What to produce:
Check each line of the material below, and copy it if it holds the string "shadow".

Material for the task:
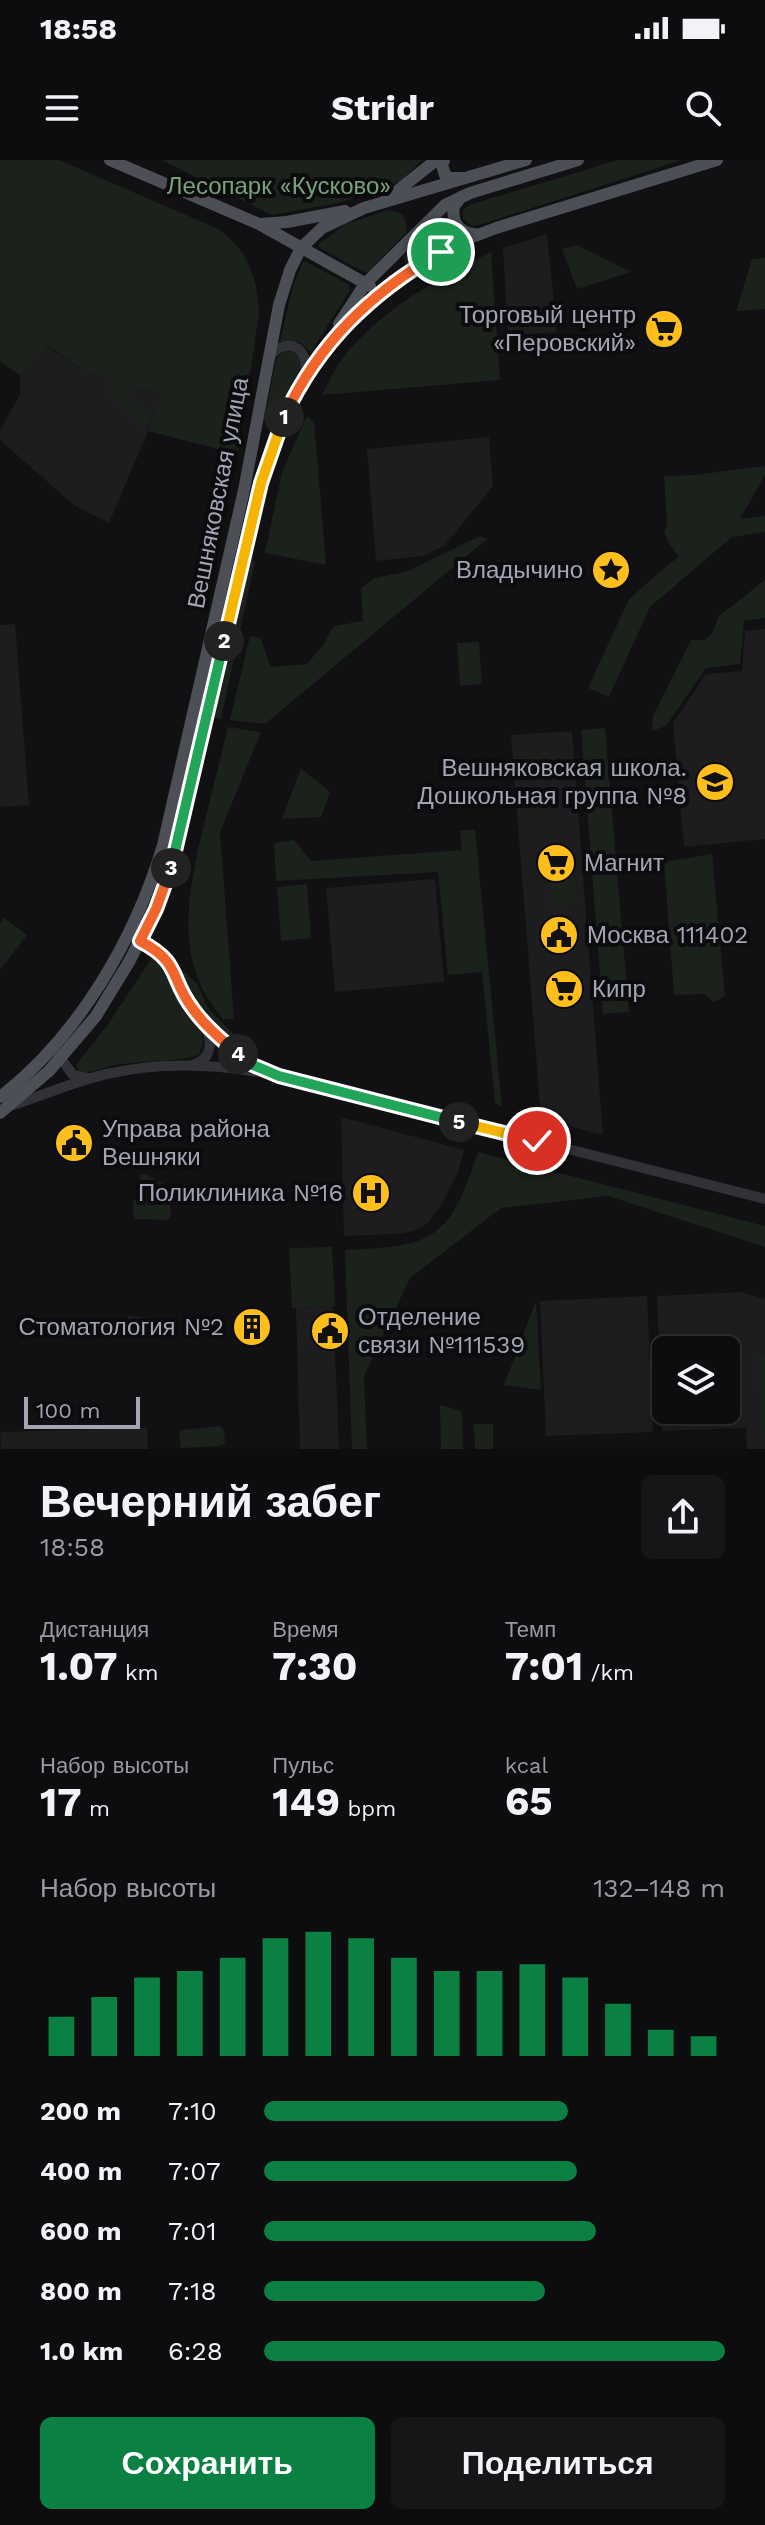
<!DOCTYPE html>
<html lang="ru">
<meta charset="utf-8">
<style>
:root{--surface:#0d0c0e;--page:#161517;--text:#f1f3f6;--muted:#9a9b9e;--line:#2d2c2e;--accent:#0b8043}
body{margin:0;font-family:"Work Sans",sans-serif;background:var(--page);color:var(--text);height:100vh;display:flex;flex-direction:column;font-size:30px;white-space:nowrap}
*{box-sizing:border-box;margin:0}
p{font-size:26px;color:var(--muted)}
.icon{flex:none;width:44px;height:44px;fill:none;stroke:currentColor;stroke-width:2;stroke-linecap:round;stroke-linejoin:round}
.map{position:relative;height:1289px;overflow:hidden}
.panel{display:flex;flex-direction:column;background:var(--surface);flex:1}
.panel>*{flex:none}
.fabs{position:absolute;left:652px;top:1176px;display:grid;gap:16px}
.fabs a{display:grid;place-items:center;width:88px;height:88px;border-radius:12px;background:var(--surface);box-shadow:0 4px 12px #0003,0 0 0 2px var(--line);font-size:40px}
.scale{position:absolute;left:24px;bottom:20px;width:116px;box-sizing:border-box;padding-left:8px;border:4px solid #a1a5b4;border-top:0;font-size:22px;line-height:28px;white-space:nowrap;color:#a1a5b4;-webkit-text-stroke:6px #0c0b0d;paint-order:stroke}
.pin{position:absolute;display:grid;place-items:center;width:68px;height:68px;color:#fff;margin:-34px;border:4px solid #fff;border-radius:50%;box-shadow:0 2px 8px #0007}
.km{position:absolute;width:40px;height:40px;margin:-20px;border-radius:50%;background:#222;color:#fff;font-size:22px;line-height:40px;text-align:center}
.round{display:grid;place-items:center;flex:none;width:84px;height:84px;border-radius:12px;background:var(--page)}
.summary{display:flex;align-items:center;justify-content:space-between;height:136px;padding:0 40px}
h1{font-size:44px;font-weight:700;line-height:60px}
.figures{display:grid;grid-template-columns:repeat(3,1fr);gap:12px;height:136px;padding:8px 40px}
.figures div{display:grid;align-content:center}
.figures b{font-size:40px;font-weight:700}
.figures small{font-size:22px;font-weight:400}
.figures p{font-size:22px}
.chart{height:224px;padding:16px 40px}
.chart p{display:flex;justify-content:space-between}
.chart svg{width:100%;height:144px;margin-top:8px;stroke:var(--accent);stroke-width:6}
.cta{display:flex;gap:16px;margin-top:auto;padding:16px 40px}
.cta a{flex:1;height:92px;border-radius:12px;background:var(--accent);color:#fff;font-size:32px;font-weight:700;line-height:92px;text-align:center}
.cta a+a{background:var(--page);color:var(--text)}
ul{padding:0 40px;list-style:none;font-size:26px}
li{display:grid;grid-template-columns:128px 96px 1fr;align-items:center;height:60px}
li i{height:20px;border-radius:10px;background:var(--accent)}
.status{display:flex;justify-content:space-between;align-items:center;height:56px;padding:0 40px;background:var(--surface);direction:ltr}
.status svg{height:22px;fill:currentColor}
header{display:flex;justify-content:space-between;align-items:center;height:104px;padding:0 40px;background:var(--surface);font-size:36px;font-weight:700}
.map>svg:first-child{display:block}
.built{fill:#1d1c1f;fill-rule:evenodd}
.green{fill:#1b221c}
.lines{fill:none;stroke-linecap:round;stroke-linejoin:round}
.minor{stroke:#313237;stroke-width:10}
.major{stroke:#4d4f56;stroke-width:12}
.split-1-casing{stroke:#fff;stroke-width:16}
.split-2-casing{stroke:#fff;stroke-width:16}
.split-3-casing{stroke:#fff;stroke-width:16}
.split-4-casing{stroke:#fff;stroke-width:16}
.split-5-casing{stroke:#fff;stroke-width:16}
.split-6-casing{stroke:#fff;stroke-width:16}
.split-1{stroke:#f0652b;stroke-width:10}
.split-2{stroke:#f5b400;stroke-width:10}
.split-3{stroke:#22a559;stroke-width:10}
.split-4{stroke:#f0652b;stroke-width:10}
.split-5{stroke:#22a559;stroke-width:10}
.split-6{stroke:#f5b400;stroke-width:10}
.labels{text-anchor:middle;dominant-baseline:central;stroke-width:8;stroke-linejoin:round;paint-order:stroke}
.park-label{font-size:24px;fill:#76a17b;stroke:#0c0b0d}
.poi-label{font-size:24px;fill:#a1a5b4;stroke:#0c0b0d;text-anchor:end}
.street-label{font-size:24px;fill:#a1a5b4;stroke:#0c0b0d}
</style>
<div class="status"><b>18:58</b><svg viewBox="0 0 49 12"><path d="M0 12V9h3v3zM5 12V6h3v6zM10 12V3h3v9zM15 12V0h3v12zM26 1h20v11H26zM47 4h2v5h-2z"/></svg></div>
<header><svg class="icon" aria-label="menu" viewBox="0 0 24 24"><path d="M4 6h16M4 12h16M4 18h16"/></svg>Stridr<svg class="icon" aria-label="search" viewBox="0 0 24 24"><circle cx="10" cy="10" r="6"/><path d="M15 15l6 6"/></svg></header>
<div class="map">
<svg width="765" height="1289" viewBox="0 0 765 1289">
<rect width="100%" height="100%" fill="#111012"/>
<!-- built -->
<g class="built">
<polygon points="547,74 557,172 508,176 503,88"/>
<polygon points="46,185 87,213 164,234 109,363 75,346 0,280 0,270 20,235 20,215"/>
<polygon points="489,277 493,326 444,386 423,396 376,401 367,289"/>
<polygon points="15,464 29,645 0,647 0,465"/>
<polygon points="765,469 765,679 684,687 673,563 706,514 742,511 745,471"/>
<polygon points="572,571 603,975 541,959 511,575"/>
<polygon points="435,719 444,822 335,832 326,728"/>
<polygon points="341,957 464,990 458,1012 443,1042 427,1064 414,1071 396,1074 344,1076"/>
<path d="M741 1132 765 1139V1289H747L746 1268 662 1271 657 1136ZM666 1190H726V1250H666Z"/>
<polygon points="647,1136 653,1272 546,1276 540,1141"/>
<polygon points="333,1146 339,1289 300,1289 296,1148"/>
<polygon points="147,1268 148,1289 1,1289 0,1272"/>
</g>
<!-- green -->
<g class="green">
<path d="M0 0H59L216 68C247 87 258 118 259 154L238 294 148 271 163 234 117 222 151 257 143 266 107 230 115 221 87 213 47 185 20 215 0 201Z"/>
<polygon points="162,0 422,0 401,21 384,28 338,43 272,55"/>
<polygon points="618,0 682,0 479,65 471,66 463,59 463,50 469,45"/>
<polygon points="389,50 403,54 407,67 406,73 368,112 364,112 318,87 319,84 346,64"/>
<polygon points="445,55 446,62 440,84 406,104 403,97"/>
<polygon points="577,85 631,112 577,129 562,89"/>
<path d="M491 92 500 220 322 235C328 224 333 212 340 202 377 151 436 120 491 92Z"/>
<polygon points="765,98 765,149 736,151 752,99"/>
<polygon points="303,102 307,102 349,125 350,130 311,192 299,182 280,181 293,126"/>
<polygon points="284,191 294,192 300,198 301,208 275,255 270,258 266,251 276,199"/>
<polygon points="307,256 314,262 326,405 265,393 282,312"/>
<polygon points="765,306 765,315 740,359 765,356 765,372 732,377 650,447 609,537 588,528 629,439 679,396 669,384 664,371 667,365 664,316 694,315"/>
<polygon points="480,376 487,379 265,564 230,560 250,476 261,478 270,507 307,504 323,485 334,466 363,461 361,429 374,418 406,412"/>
<polygon points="249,400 255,401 221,559 213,558"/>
<polygon points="765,420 765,458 744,461 740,504 706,508 666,566 652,571 653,556 691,480 704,480 712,474 719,456"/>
<polygon points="479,482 482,524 460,526 457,483"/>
<path d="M228 567 261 572 220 672 234 859H223C172 801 188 732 204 664 212 632 220 600 228 567Z"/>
<polygon points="605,568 629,852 603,854 581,570"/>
<polygon points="301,608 330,632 321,657 282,659"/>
<polygon points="475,669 502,947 495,943 482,812 448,815 438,712 276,721 274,683 294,680 311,701 462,690 460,671"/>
<polygon points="712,694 725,836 714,842 704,834 674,835 664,702"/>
<polygon points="575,718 577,744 551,746 549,720"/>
<polygon points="307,724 311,778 281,781 277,727"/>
<polygon points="4,758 27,775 0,810 0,763"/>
<path d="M153 796 164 805 181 845 202 873 203 883 199 894C186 902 136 901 116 905 104 907 91 914 79 912L76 905 109 863Z"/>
<polygon points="179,807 197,824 208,848 241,882 237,886 200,849"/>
<path d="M478 992 765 1066V1087L608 1036 501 1048 410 1118 364 1216 367 1289H352L345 1090C435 1086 449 1080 478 992Z"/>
<polygon points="145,1014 167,1026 166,1033 142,1035 140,1015"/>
<polygon points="167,1035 170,1037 171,1057 168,1060 134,1059 133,1040"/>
<polygon points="332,1087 335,1146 292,1148 289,1088"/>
<polygon points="536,1141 541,1230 504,1225"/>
<polygon points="128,1156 162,1159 160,1178 126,1174"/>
<polygon points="758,1195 765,1195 765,1275 761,1275"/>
<polygon points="440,1245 462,1251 463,1289 441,1289"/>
<polygon points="474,1264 493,1264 493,1289 475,1289"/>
<polygon points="219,1266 224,1270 225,1283 221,1286 181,1288 179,1273 182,1270"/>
</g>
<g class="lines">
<!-- minor -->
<g class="minor">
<path d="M270 196C289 174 312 190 304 217"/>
<path d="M127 775C139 781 155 787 165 797 175 808 178 824 185 837 200 867 233 894 263 910"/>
<polyline points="56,892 73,915 88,918"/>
<path d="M192 905C211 900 213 884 206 867"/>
<path d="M13 945C44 935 75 921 107 914 163 901 223 904 279 916L765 1039"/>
</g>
<!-- major -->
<g class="major">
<polyline points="110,0 259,64 370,126"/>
<polyline points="444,0 442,5 445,15 450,18 462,18"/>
<path d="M461 37 454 46C451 62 459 73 475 74"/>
<polyline points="385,41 436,0"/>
<polyline points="260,64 287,62 345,51"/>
<polyline points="339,164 365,124 445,45 470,33 578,0"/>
<path d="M0 937C79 876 135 779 163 685L244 330 279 145 290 110 301 88 322 68 364 48 526 0"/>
<polyline points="0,953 49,911 96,856 129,802 156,749 177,687 266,306 295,234 328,184 346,164 393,121 457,83 496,68 717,0"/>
</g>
</g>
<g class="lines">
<defs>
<path id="split-1" d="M284 257C319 182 371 133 441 92"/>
<polyline id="split-2" points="224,481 261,323 284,257"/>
<polyline id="split-3" points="171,708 224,481"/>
<path id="split-4" d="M171 708 156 749 140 781C182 803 169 818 193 849 205 866 222 880 238 894"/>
<polyline id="split-5" points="238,894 253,905 279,916 459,962"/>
<polyline id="split-6" points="459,962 537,981"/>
</defs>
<!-- split-1 casing -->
<use href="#split-1" class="split-1-casing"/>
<!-- split-2 casing -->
<use href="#split-2" class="split-2-casing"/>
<!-- split-3 casing -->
<use href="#split-3" class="split-3-casing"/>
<!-- split-4 casing -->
<use href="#split-4" class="split-4-casing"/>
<!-- split-5 casing -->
<use href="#split-5" class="split-5-casing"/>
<!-- split-6 casing -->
<use href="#split-6" class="split-6-casing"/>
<!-- split-1 -->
<use href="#split-1" class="split-1"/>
<!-- split-2 -->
<use href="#split-2" class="split-2"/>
<!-- split-3 -->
<use href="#split-3" class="split-3"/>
<!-- split-4 -->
<use href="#split-4" class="split-4"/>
<!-- split-5 -->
<use href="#split-5" class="split-5"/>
<!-- split-6 -->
<use href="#split-6" class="split-6"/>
</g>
<!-- icons -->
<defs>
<symbol id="supermarket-disc" viewBox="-11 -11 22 22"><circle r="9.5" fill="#febe1c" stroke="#0c0b0d"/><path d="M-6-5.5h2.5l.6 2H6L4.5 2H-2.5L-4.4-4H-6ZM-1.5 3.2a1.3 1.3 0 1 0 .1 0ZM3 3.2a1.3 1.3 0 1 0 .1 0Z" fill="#111"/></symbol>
<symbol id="sight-disc" viewBox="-11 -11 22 22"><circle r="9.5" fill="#febe1c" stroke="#0c0b0d"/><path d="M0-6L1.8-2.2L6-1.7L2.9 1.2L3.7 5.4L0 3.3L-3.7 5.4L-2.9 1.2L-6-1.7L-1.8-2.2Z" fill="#111"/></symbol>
<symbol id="school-disc" viewBox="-11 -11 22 22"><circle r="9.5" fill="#febe1c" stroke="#0c0b0d"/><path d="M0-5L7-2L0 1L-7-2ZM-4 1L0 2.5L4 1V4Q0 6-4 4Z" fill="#111"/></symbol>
<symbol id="civic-disc" viewBox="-11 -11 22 22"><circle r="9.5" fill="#febe1c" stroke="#0c0b0d"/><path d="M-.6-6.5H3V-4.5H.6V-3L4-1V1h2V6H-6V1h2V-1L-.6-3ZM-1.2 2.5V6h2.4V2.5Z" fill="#111"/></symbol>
<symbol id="hospital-disc" viewBox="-11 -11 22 22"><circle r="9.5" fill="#febe1c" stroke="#0c0b0d"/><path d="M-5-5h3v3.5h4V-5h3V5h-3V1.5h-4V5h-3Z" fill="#111"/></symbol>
<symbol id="building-disc" viewBox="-11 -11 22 22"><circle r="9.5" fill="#febe1c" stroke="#0c0b0d"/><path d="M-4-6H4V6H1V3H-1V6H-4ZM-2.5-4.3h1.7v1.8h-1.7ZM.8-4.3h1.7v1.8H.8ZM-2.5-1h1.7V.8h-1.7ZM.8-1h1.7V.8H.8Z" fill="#111"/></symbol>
</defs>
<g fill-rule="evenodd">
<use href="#supermarket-disc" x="642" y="147" width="44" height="44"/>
<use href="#sight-disc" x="589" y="388" width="44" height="44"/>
<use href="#school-disc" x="693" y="600" width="44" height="44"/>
<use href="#supermarket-disc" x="534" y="681" width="44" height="44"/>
<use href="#civic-disc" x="537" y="753" width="44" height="44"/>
<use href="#supermarket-disc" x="542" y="807" width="44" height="44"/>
<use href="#civic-disc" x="52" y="961" width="44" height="44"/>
<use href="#hospital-disc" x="349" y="1011" width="44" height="44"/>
<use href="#building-disc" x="230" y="1145" width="44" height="44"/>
<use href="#civic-disc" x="308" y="1149" width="44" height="44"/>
</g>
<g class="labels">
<!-- park labels -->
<g class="park-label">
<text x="279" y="26">Лесопарк «Кусково»</text>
</g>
<!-- poi labels -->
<g class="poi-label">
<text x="636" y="155">Торговый центр<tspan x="636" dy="28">«Перовский»</tspan></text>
<text x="583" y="410">Владычино</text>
<text x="687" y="608">Вешняковская школа.<tspan x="687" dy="28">Дошкольная группа №8</tspan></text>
<text x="584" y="703" text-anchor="start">Магнит</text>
<text x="587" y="775" text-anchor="start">Москва 111402</text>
<text x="592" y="829" text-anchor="start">Кипр</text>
<text x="102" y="969" text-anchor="start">Управа района<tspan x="102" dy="28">Вешняки</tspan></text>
<text x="343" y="1033">Поликлиника №16</text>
<text x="358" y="1157" text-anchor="start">Отделение<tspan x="358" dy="28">связи №111539</tspan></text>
<text x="224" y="1167">Стоматология №2</text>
</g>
<!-- street labels -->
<g class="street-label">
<text transform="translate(218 333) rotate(-79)">Вешняковская улица</text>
</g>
</g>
</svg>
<div class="fabs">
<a><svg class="icon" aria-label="layers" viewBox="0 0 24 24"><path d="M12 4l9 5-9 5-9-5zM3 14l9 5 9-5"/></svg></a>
</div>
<div class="scale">100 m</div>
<div class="pin" style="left:441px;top:92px;background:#1e9e55"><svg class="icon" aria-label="arrive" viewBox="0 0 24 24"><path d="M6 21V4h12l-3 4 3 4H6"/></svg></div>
<div class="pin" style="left:537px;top:981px;background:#d93025"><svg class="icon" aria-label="check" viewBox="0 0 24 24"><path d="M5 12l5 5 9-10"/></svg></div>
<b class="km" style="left:284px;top:257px">1</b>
<b class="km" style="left:224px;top:481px">2</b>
<b class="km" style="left:171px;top:708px">3</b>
<b class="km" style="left:238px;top:894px">4</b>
<b class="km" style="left:459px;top:962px">5</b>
</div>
<section class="panel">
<div class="summary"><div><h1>Вечерний забег</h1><p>18:58</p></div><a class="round"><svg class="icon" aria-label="share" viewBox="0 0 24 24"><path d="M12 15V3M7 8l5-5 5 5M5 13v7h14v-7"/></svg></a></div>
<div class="figures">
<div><p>Дистанция</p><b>1.07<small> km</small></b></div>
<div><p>Время</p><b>7:30</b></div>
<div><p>Темп</p><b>7:01<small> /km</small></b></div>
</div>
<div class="figures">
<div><p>Набор высоты</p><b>17<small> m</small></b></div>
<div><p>Пульс</p><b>149<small> bpm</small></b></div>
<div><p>kcal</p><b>65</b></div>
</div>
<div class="chart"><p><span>Набор высоты</span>132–148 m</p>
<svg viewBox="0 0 160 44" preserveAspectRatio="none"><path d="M5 44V32M15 44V26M25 44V20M35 44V18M45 44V14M55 44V8M65 44V6M75 44V8M85 44V14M95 44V18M105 44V18M115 44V16M125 44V20M135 44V28M145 44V36M155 44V38"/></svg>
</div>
<ul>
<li><b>200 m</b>7:10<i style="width:66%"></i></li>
<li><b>400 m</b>7:07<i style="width:68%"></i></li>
<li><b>600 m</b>7:01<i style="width:72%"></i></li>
<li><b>800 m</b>7:18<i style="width:61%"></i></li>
<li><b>1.0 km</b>6:28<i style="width:100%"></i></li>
</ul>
<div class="cta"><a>Сохранить</a><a>Поделиться</a></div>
</section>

Expected output:
.fabs a{display:grid;place-items:center;width:88px;height:88px;border-radius:12px;background:var(--surface);box-shadow:0 4px 12px #0003,0 0 0 2px var(--line);font-size:40px}
.pin{position:absolute;display:grid;place-items:center;width:68px;height:68px;color:#fff;margin:-34px;border:4px solid #fff;border-radius:50%;box-shadow:0 2px 8px #0007}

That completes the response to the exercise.